En una una Dinamarca ocupada por las tropas nazis el científico Niels Bohr y su ex alumno Werner Heisenberg se encuentran en la casa de Bohr para charlar, tras unos cuantos años. Las cosas han cambiado mucho desde la última vez que se vieron: ahora están en 1941 y los nazis tiene trabajando para ellos a Heisenberg en el desarrollo de armamento nuclear. ¿Cuál es el motivo de este enigmático encuentro en plena escalada belicista? ¿Por que los dos científicos y amigos rompieron relaciones después de aquel encuentro en Copenhague?
Esta podría ser na sinopsis de la obra Copenhague que escrita por Michael Frayn, dirigida por Claudio Tolcachir y protagonizada por Malena Gutiérrez, Carlos Hipólito y Emilio Gutiérrez Caba, nosotros hemos podido ver en la sala Juan de la Cruz del Teatro de la Abadía.
Partamos de la base del material en que se basa Frayn para su trama: un encuentro enigmático entre dos titanes de la Ciencia en un contexto como el de la Alemania Nazi intentando domeñar el mundo en este caso a través del control de la física nuclear. Bohr y Heisenberg se citan en Copenhague y la historia de ese encuentro se pierde en la especulación pues nadie sabe qué ocurrió allí ni de qué hablaron o dejaron de hablar. Habría que hacer aquí un trabajo de arqueología del silencio. De lo que ignoramos, pero presumimos que pudo ponerse encima de la mesa. Todo este material es absolutamente fascinante (si a uno le gusta la historia contemporánea, con mayor motivo). Se puede intuir que detrás de ese sustrato hay una buena idea para ser desarrollada. En teoría sí. Fenómeno del apriorismo que también se da en teatro. A priori, una excelente idea además coronada con nombres de actores bien solventes. El problema, porque hay un problema, está en lo que ocurre con el texto. Escuchamos hablar de muchos premios y todo ese marchamo de obra elogiada en muchos lugares y, sin embargo, nosotros juzgamos lo que vemos de otro modo bien distinto. Por un lado, el texto y por otro lado las interpretaciones y el trabajo de dirección.

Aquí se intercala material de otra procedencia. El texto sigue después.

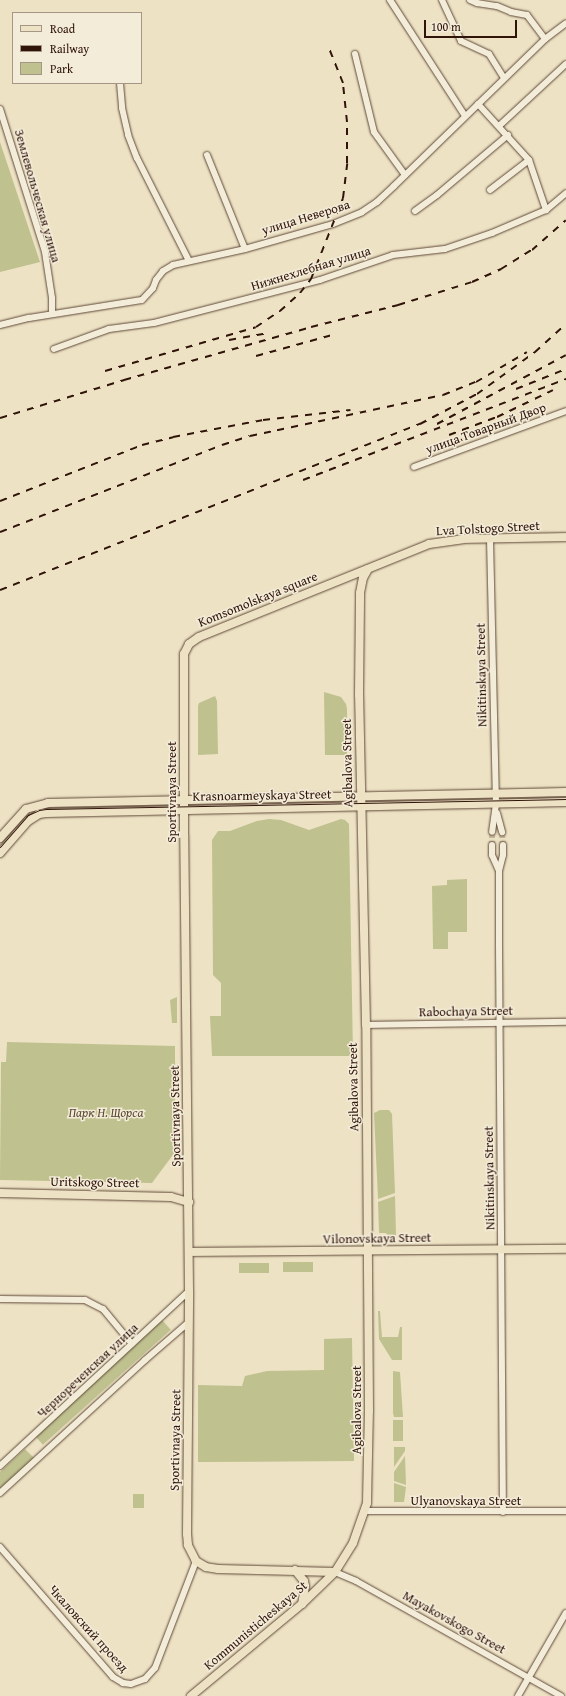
<!DOCTYPE html>
<html>
<head>
<meta charset="utf-8">
<style>
  body { margin:0 }
  #map { position:relative; width:566px; height:1696px; overflow:hidden; background:#ede2c4; font-family:"Gentium Book Plus",serif }
  div>[style] { position:absolute }
  [style*='--x'] { left:calc(var(--x)*1px); top:calc(var(--y)*1px); width:calc(var(--w)*1px); rotate:calc(var(--a)*1deg) }
  .green>* { inset:0; background:#bfc18f; transform-origin:0 0 }
  .minor-tunnel>* { height:6px; margin-top:-3px; transform-origin:0; background:repeating-linear-gradient(90deg,#c7b99f 0 6px,transparent 0 9px) }
  .roads { filter:drop-shadow(0 0 1px #5f4838) drop-shadow(0 0 1px #5f4838) }
  .minor>* { height:6px; margin:-3px; padding:0 3px; transform-origin:3px; border-radius:3px; background:#f3ecd9 }
  .major>* { height:8px; margin:-4px; padding:0 4px; transform-origin:4px; border-radius:4px; background:#ede2c4 }
  .tram>* { height:1px; margin:-0.5px; padding:0 0.5px; transform-origin:0.5px; border-radius:0.5px; background:#30140a }
  .rail>* { height:2px; margin-top:-1px; transform-origin:0; background:repeating-linear-gradient(90deg,#30140a 0 7px,transparent 0 14px) }
  span { translate:-50% -50%; white-space:nowrap; text-align:center; line-height:1.15; -webkit-text-stroke:3px #f3ecd9; paint-order:stroke }
  .street-label { font-size:13px; color:#30140a }
  .park-label { font-size:13px; color:#5b4832; font-style:italic }
  .legend { position:absolute; left:12px; top:12px; width:130px; height:72px; box-sizing:border-box; background:#f3ecd9; border:1px solid #a59686; margin:0; padding:5px 7px; list-style:none; font-size:12px; color:#30140a }
  .legend li { display:flex; align-items:center; gap:8px; height:20px }
  .legend b { width:20px; border:1px solid #a59686 }
  .scale { position:absolute; left:424px; top:20px; width:93px; height:18px; box-sizing:border-box; border:2px solid #30140a; border-top:0; padding-left:5px; font-size:12px; line-height:14px; white-space:nowrap; color:#30140a; -webkit-text-stroke:3px #f3ecd9; paint-order:stroke }
</style>
</head>
<body>
<div id="map">
  <div class="green">
    <div style="clip-path:polygon(0 142px,40px 262px,0 272px)"></div>
    <div style="clip-path:polygon(324px 692px,341px 697px,346px 704px,347px 709px,347px 755px,325px 755px)"></div>
    <div style="clip-path:polygon(215px 696px,217px 701px,218px 754px,198px 755px,198px 706px,199px 703px)"></div>
    <div style="clip-path:polygon(269px 819px,281px 820px,309px 830px,341px 819px,345px 820px,349px 824px,353px 1056px,212px 1056px,210px 1016px,221px 1016px,221px 983px,213px 975px,212px 840px,218px 831px,230px 831px,257px 821px)"></div>
    <div style="clip-path:polygon(467px 879px,467px 932px,448px 932px,448px 949px,433px 949px,432px 886px,447px 885px,447px 880px)"></div>
    <div style="clip-path:polygon(177px 997px,177px 1023px,172px 1023px,170px 1000px)"></div>
    <div style="clip-path:polygon(7px 1042px,175px 1046px,175px 1152px,152px 1183px,0 1180px,1px 1062px,6px 1062px)"></div>
    <div style="clip-path:polygon(380px 1110px,389px 1110px,392px 1114px,395px 1193px,378px 1199px,374px 1113px)"></div>
    <div style="clip-path:polygon(395px 1196px,396px 1235px,387px 1235px,386px 1233px,379px 1233px,378px 1202px)"></div>
    <div style="left:283px;top:1262px;width:30px;height:10px"></div>
    <div style="left:239px;top:1263px;width:30px;height:10px"></div>
    <div style="clip-path:polygon(378px 1311px,380px 1311px,382px 1337px,398px 1337px,400px 1327px,402px 1327px,402px 1360px,392px 1360px,379px 1339px)"></div>
    <div style="left:162px;top:1320px;width:13px;height:172px;rotate:48deg"></div>
    <div style="clip-path:polygon(352px 1338px,354px 1461px,198px 1462px,198px 1385px,242px 1386px,245px 1376px,267px 1371px,324px 1370px,324px 1339px)"></div>
    <div style="clip-path:polygon(393px 1371px,400px 1372px,403px 1417px,394px 1417px,393px 1413px)"></div>
    <div style="left:393px;top:1420px;width:10px;height:21px"></div>
    <div style="clip-path:polygon(394px 1447px,405px 1447px,405px 1451px,394px 1467px)"></div>
    <div style="clip-path:polygon(25px 1449px,34px 1458px,0 1489px,0 1472px)"></div>
    <div style="clip-path:polygon(405px 1456px,406px 1485px,394px 1481px,394px 1472px)"></div>
    <div style="clip-path:polygon(394px 1483px,406px 1487px,404px 1502px,394px 1502px)"></div>
    <div style="left:144px;top:1494px;width:14px;height:11px;rotate:90deg"></div>
  </div>
  <div class="minor-tunnel">
    <div style="--x:492;--y:832;--w:13;--a:90"></div>
    <div style="--x:502;--y:832;--w:13;--a:86"></div>
  </div>
  <div class="roads">
    <div class="minor">
      <div style="--x:390;--y:0;--w:138;--a:57.1"></div>
      <div style="--x:442;--y:0;--w:45;--a:65.1"></div>
      <div style="--x:461;--y:41;--w:31;--a:25"></div>
      <div style="--x:489;--y:54;--w:28;--a:58"></div>
      <div style="--x:470;--y:0;--w:8;--a:23"></div>
      <div style="--x:477;--y:3;--w:20;--a:9"></div>
      <div style="--x:497;--y:6;--w:15;--a:23"></div>
      <div style="--x:511;--y:12;--w:16;--a:11"></div>
      <div style="--x:527;--y:15;--w:30;--a:53"></div>
      <div style="--x:355;--y:54;--w:80;--a:76.3"></div>
      <div style="--x:374;--y:132;--w:53;--a:54.2"></div>
      <div style="--x:120;--y:83;--w:25;--a:85"></div>
      <div style="--x:122;--y:108;--w:28;--a:77"></div>
      <div style="--x:128;--y:135;--w:25;--a:69"></div>
      <div style="--x:137;--y:158;--w:115;--a:63.2"></div>
      <div style="--x:478;--y:104;--w:76;--a:47.7"></div>
      <div style="--x:529;--y:160;--w:53;--a:71.2"></div>
      <div style="--x:0;--y:109;--w:150;--a:72.5"></div>
      <div style="--x:45;--y:252;--w:47;--a:81.3"></div>
      <div style="--x:52;--y:298;--w:16;--a:90"></div>
      <div style="--x:499;--y:126;--w:91;--a:-42.8"></div>
      <div style="--x:207;--y:155;--w:101;--a:68"></div>
      <div style="--x:490;--y:190;--w:49;--a:-37.6"></div>
      <div style="--x:415;--y:211;--w:27;--a:-36"></div>
      <div style="--x:437;--y:195;--w:93;--a:-40.2"></div>
      <div style="--x:0;--y:325;--w:30;--a:-14"></div>
      <div style="--x:29;--y:318;--w:114;--a:-9.1"></div>
      <div style="--x:142;--y:300;--w:16;--a:-47"></div>
      <div style="--x:153;--y:288;--w:9;--a:-69"></div>
      <div style="--x:156;--y:280;--w:11;--a:-52"></div>
      <div style="--x:163;--y:271;--w:12;--a:-31"></div>
      <div style="--x:173;--y:265;--w:74;--a:-12.5"></div>
      <div style="--x:245;--y:249;--w:91;--a:-15.9"></div>
      <div style="--x:333;--y:224;--w:31;--a:-22"></div>
      <div style="--x:362;--y:212;--w:18;--a:-34"></div>
      <div style="--x:377;--y:202;--w:23;--a:-43"></div>
      <div style="--x:394;--y:186;--w:211;--a:-44.2"></div>
      <div style="--x:545;--y:39;--w:26;--a:-37"></div>
      <div style="--x:54;--y:349;--w:59;--a:-20"></div>
      <div style="--x:109;--y:329;--w:45;--a:-7.6"></div>
      <div style="--x:154;--y:323;--w:171;--a:-14.5"></div>
      <div style="--x:320;--y:280;--w:77;--a:-18.9"></div>
      <div style="--x:393;--y:255;--w:52;--a:-6.6"></div>
      <div style="--x:445;--y:249;--w:50;--a:-18.8"></div>
      <div style="--x:492;--y:233;--w:59;--a:-23.1"></div>
      <div style="--x:546;--y:210;--w:26;--a:-40"></div>
      <div style="--x:414;--y:467;--w:162;--a:-20.2"></div>
      <div style="--x:490;--y:539;--w:265;--a:88.7"></div>
      <div style="--x:496;--y:804;--w:28;--a:98"></div>
      <div style="--x:497;--y:813;--w:20;--a:75"></div>
      <div style="--x:492;--y:845;--w:10;--a:90"></div>
      <div style="--x:492;--y:855;--w:17;--a:66"></div>
      <div style="--x:503;--y:845;--w:10;--a:90"></div>
      <div style="--x:503;--y:855;--w:16;--a:104"></div>
      <div style="--x:499;--y:871;--w:74;--a:90"></div>
      <div style="--x:499;--y:945;--w:567;--a:89.6"></div>
      <div style="--x:366;--y:1025;--w:200;--a:-0.9"></div>
      <div style="--x:0;--y:1299;--w:85;--a:0.7"></div>
      <div style="--x:85;--y:1300;--w:20;--a:27"></div>
      <div style="--x:103;--y:1309;--w:45;--a:50.4"></div>
      <div style="--x:0;--y:1466;--w:258;--a:-42.8"></div>
      <div style="--x:0;--y:1493;--w:197;--a:-42.5"></div>
      <div style="--x:145;--y:1360;--w:58;--a:-40.8"></div>
      <div style="--x:365;--y:1511;--w:201;--a:0"></div>
      <div style="--x:0;--y:1547;--w:172;--a:49"></div>
      <div style="--x:113;--y:1677;--w:12;--a:31"></div>
      <div style="--x:123;--y:1683;--w:8;--a:7"></div>
      <div style="--x:131;--y:1684;--w:15;--a:-20"></div>
      <div style="--x:145;--y:1679;--w:15;--a:-48"></div>
      <div style="--x:155;--y:1668;--w:115;--a:-69"></div>
      <div style="--x:335;--y:1572;--w:23;--a:23"></div>
      <div style="--x:356;--y:1581;--w:235;--a:29.3"></div>
      <div style="--x:518;--y:1696;--w:96;--a:-60"></div>
    </div>
    <div class="major">
      <div style="--x:0;--y:838;--w:39;--a:-48"></div>
      <div style="--x:26;--y:809;--w:23;--a:-15"></div>
      <div style="--x:48;--y:803;--w:518;--a:-1.22"></div>
      <div style="--x:0;--y:853;--w:43;--a:-48.8"></div>
      <div style="--x:28;--y:821;--w:13;--a:-32"></div>
      <div style="--x:39;--y:814;--w:7;--a:-8"></div>
      <div style="--x:46;--y:813;--w:520;--a:-1.21"></div>
      <div style="--x:0;--y:1193;--w:171;--a:1.3"></div>
      <div style="--x:171;--y:1197;--w:19;--a:16"></div>
      <div style="--x:189;--y:1252;--w:377;--a:-0.5"></div>
      <div style="--x:295;--y:1570;--w:14;--a:51"></div>
      <div style="--x:304;--y:1581;--w:5;--a:79"></div>
      <div style="--x:305;--y:1586;--w:18;--a:99"></div>
      <div style="--x:335;--y:1572;--w:117;--a:-178.5"></div>
      <div style="--x:218;--y:1569;--w:12;--a:-171"></div>
      <div style="--x:206;--y:1567;--w:12;--a:-149"></div>
      <div style="--x:196;--y:1561;--w:18;--a:-117"></div>
      <div style="--x:188;--y:1545;--w:11;--a:-95"></div>
      <div style="--x:187;--y:1534;--w:243;--a:-89.5"></div>
      <div style="--x:189;--y:1291;--w:456;--a:-90.6"></div>
      <div style="--x:184;--y:835;--w:181;--a:-90"></div>
      <div style="--x:184;--y:654;--w:11;--a:-63"></div>
      <div style="--x:189;--y:644;--w:12;--a:-35"></div>
      <div style="--x:199;--y:637;--w:248;--a:-22"></div>
      <div style="--x:429;--y:544;--w:34;--a:-8"></div>
      <div style="--x:463;--y:539;--w:103;--a:-1.1"></div>
      <div style="--x:191;--y:1696;--w:144;--a:-39.7"></div>
      <div style="--x:302;--y:1604;--w:46;--a:-44.1"></div>
      <div style="--x:335;--y:1572;--w:34;--a:-58"></div>
      <div style="--x:353;--y:1543;--w:42;--a:-70.7"></div>
      <div style="--x:367;--y:1503;--w:92;--a:-88.8"></div>
      <div style="--x:369;--y:1411;--w:386;--a:-90.4"></div>
      <div style="--x:366;--y:1025;--w:330;--a:-91.2"></div>
      <div style="--x:359;--y:695;--w:102;--a:-89.4"></div>
      <div style="--x:360;--y:593;--w:15;--a:-79"></div>
      <div style="--x:363;--y:578;--w:10;--a:-61"></div>
    </div>
  </div>
  <div class="tram">
    <div style="--x:0;--y:847;--w:43;--a:-48.8"></div>
    <div style="--x:28;--y:815;--w:12;--a:-24"></div>
    <div style="--x:39;--y:810;--w:7;--a:-8"></div>
    <div style="--x:46;--y:809;--w:520;--a:-1.1"></div>
  </div>
  <div class="rail">
    <div style="--x:229;--y:340;--w:40;--a:-10"></div>
    <div style="--x:256;--y:356;--w:79;--a:-15.4"></div>
    <div style="--x:105;--y:371;--w:157;--a:-16.2"></div>
    <div style="--x:256;--y:327;--w:29;--a:-34"></div>
    <div style="--x:280;--y:311;--w:27;--a:-42"></div>
    <div style="--x:300;--y:293;--w:18;--a:-52"></div>
    <div style="--x:311;--y:279;--w:87;--a:-68.4"></div>
    <div style="--x:343;--y:198;--w:35;--a:-83"></div>
    <div style="--x:347;--y:163;--w:41;--a:-90"></div>
    <div style="--x:347;--y:122;--w:39;--a:-96"></div>
    <div style="--x:343;--y:83;--w:37;--a:-112"></div>
    <div style="--x:516;--y:389;--w:54;--a:-21.8"></div>
    <div style="--x:0;--y:418;--w:130;--a:-17"></div>
    <div style="--x:124;--y:380;--w:194;--a:-15.8"></div>
    <div style="--x:311;--y:327;--w:90;--a:-14.2"></div>
    <div style="--x:398;--y:305;--w:77;--a:-17.3"></div>
    <div style="--x:472;--y:282;--w:32;--a:-24"></div>
    <div style="--x:501;--y:269;--w:36;--a:-32"></div>
    <div style="--x:532;--y:250;--w:45;--a:-41.4"></div>
    <div style="--x:437;--y:424;--w:146;--a:-28.1"></div>
    <div style="--x:449;--y:435;--w:51;--a:-20.6"></div>
    <div style="--x:497;--y:417;--w:62;--a:-25.7"></div>
    <div style="--x:456;--y:443;--w:41;--a:-29.1"></div>
    <div style="--x:303;--y:480;--w:282;--a:-21"></div>
    <div style="--x:0;--y:501;--w:153;--a:-21.5"></div>
    <div style="--x:142;--y:445;--w:32;--a:-14"></div>
    <div style="--x:173;--y:437;--w:92;--a:-10.7"></div>
    <div style="--x:263;--y:420;--w:88;--a:-6.6"></div>
    <div style="--x:0;--y:532;--w:238;--a:-21.4"></div>
    <div style="--x:222;--y:445;--w:29;--a:-18"></div>
    <div style="--x:250;--y:436;--w:197;--a:-12"></div>
    <div style="--x:443;--y:395;--w:35;--a:-22"></div>
    <div style="--x:476;--y:382;--w:59;--a:-30.5"></div>
    <div style="--x:0;--y:590;--w:452;--a:-21.6"></div>
    <div style="--x:420;--y:424;--w:64;--a:-27.8"></div>
    <div style="--x:477;--y:394;--w:72;--a:-35.9"></div>
    <div style="--x:535;--y:352;--w:42;--a:-42.1"></div>
  </div>
  <div class="street-label">
    <span style="left:37px;top:196px;rotate:74deg">Землевольческая улица</span>
    <span style="left:306px;top:218px;rotate:-17deg">улица Неверова</span>
    <span style="left:311px;top:269px;rotate:-17deg">Нижнехлебная улица</span>
    <span style="left:486px;top:429px;rotate:-20deg">улица Товарный Двор</span>
    <span style="left:488px;top:529px;rotate:-3deg">Lva Tolstogo Street</span>
    <span style="left:258px;top:600px;rotate:-22deg">Komsomolskaya square</span>
    <span style="left:482px;top:675px;rotate:-91deg">Nikitinskaya Street</span>
    <span style="left:348px;top:763px;rotate:-91deg">Agibalova Street</span>
    <span style="left:172px;top:792px;rotate:-90deg">Sportivnaya Street</span>
    <span style="left:262px;top:796px;rotate:-1deg">Krasnoarmeyskaya Street</span>
    <span style="left:466px;top:1012px;rotate:-1deg">Rabochaya Street</span>
    <span style="left:354px;top:1087px;rotate:-91deg">Agibalova Street</span>
    <span style="left:176px;top:1116px;rotate:-91deg">Sportivnaya Street</span>
    <span style="left:490px;top:1178px;rotate:-91deg">Nikitinskaya Street</span>
    <span style="left:95px;top:1183px;rotate:1deg">Uritskogo Street</span>
    <span style="left:377px;top:1239px;rotate:-1deg">Vilonovskaya Street</span>
    <span style="left:88px;top:1371px;rotate:-43deg">Чернореченская улица</span>
    <span style="left:357px;top:1410px;rotate:-90deg">Agibalova Street</span>
    <span style="left:176px;top:1440px;rotate:-89deg">Sportivnaya Street</span>
    <span style="left:466px;top:1501px">Ulyanovskaya Street</span>
    <span style="left:454px;top:1623px;rotate:29deg">Mayakovskogo Street</span>
    <span style="left:256px;top:1626px;rotate:-40deg">Kommunisticheskaya St</span>
    <span style="left:88px;top:1629px;rotate:48deg">Чкаловский проезд</span>
  </div>
  <div class="park-label">
    <span style="left:106px;top:1113px">Парк Н. Щорса</span>
  </div>
  <ul class="legend">
  <li><b style="height:5px;background:#ede2c4"></b>Road</li>
  <li><b style="height:5px;background:#30140a"></b>Railway</li>
  <li><b style="height:11px;background:#bfc18f"></b>Park</li>
  </ul>
  <div class="scale">100 m</div>
</div>
</body>
</html>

Hallamos aquí, dos planos diferenciados.
Primero, el texto. Si la historia, de entrada, nos resulta intrigante y contiene una buena dosis de eso que uno desea ver en teatro, sí debemos señalar que al acercarnos al texto observaremos cómo este cae en una especie de farragosidad que lo conduce a la agonía. No arrebata, no evoca de forma certera, no emociona, no explosiona. La historia discurre por una vía que lo conduce a lo academicista, lastrando la propuesta textual. ¿Por qué sentimos que le faltase algo que lo hace desconectar del público? Muchos de los comentarios del público, que abarrotaba la sala, iban en esa línea: las interpretaciones están muy bien, pero la obra se hace densa. Se puede separar al bailarín del baile? Suponemos que sí, en una suerte de dramaturgia cuántica: el texto no nos seduce, pero las interpretaciones y la dirección sí.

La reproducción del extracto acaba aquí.